On Mon, Mar 12, 2012 at 7:43 PM, Eric Snow <ericsnowcurrently at gmail.com> wrote:
> On Mon, Mar 12, 2012 at 5:03 PM, Nick Coghlan <ncoghlan at gmail.com> wrote:
>> It seems the consensus at the PyCon US sprints is that implicit
>> package directories are a wonderful idea and we should have more of
>> those. I still disagree (emphatically), but am prepared to go along
>> with it so long as my documented objections are clearly and explicitly
>> addressed in the new combined PEP, and the benefits ascribed to
>> implicit package directories in the new PEP are more compelling than
>> "other languages do it that way, so we should too".
>>
>> To save people having to trawl around various mailing list threads and
>> reading through PEP 395, I'm providing those objections in a
>> consolidated form here. If reading these objections in one place
>> causes people to have second thoughts about the wisdom of implicit
>> package directories, even better.
>>
>> 1. Implicit package directories go against the Zen of Python
>>
>> Getting this one out of the way first.
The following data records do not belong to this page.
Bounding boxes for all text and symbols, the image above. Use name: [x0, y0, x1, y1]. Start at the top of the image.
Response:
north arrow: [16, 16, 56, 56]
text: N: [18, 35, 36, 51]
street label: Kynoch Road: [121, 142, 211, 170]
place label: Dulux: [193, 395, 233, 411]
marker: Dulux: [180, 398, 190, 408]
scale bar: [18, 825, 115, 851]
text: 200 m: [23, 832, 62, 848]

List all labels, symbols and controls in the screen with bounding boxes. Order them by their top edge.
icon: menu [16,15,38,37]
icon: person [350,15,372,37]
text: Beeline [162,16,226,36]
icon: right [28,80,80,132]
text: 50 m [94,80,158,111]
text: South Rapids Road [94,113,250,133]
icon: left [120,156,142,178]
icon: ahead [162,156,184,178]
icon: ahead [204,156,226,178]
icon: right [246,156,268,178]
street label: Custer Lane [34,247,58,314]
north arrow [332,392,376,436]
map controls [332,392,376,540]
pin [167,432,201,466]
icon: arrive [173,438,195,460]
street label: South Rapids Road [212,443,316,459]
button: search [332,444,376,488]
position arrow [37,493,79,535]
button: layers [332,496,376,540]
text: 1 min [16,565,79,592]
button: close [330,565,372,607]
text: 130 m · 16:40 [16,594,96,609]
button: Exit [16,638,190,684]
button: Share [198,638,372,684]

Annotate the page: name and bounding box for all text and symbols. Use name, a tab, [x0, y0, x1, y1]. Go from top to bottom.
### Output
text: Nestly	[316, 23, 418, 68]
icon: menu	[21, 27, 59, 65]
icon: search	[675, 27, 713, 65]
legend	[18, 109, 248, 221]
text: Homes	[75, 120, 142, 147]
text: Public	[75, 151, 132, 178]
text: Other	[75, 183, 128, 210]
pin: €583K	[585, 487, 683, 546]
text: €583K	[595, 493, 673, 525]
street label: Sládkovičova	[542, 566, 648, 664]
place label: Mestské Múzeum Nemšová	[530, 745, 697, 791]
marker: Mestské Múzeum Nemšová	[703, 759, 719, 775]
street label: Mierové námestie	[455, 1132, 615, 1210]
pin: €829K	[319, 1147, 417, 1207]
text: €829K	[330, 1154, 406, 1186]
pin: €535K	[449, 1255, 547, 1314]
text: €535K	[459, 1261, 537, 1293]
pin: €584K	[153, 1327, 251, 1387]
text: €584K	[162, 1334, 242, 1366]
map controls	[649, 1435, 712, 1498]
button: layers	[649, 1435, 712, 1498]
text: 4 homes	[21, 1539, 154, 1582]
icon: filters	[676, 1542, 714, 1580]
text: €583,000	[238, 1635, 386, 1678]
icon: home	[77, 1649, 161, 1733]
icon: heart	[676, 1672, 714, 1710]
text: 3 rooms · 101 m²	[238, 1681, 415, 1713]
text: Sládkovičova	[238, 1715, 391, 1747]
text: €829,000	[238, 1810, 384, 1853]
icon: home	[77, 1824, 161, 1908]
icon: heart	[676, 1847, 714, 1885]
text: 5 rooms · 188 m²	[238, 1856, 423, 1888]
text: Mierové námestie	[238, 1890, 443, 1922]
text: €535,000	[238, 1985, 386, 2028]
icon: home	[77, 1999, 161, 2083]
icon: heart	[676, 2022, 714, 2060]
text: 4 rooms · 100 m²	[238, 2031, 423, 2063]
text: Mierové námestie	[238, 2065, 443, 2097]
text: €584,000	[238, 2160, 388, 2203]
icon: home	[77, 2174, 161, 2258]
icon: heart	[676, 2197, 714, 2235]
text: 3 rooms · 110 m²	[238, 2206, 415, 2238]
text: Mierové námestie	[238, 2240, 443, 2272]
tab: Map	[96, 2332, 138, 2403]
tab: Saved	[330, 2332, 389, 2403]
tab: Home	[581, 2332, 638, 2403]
As I see it, implicit package
>> directories violate at least 4 of the design principles in the Zen:
>> - Explicit is better than implicit (my calling them implicit package
>> directories is a deliberate rhetorical ploy to harp on this point,
>> although it's also an accurate name)
>> - If the implementation is hard to explain, it's a bad idea (see the
>> section about backwards compatibility challenges)
>> - Readability counts (see the section about introducing ambiguity into
>> filesystem layouts)
>> - Errors should never pass silently (see the section about implicit
>> relative imports from main)
>>
>> 2. Implicit package directories pose awkward backwards compatibility challenges
>>
>> It concerns me gravely that the consensus proposal MvL posted is
>> *backwards incompatible with Python 3.2*, as it deliberately omits one
>> of the PEP 402 features that provided that backwards compatibility.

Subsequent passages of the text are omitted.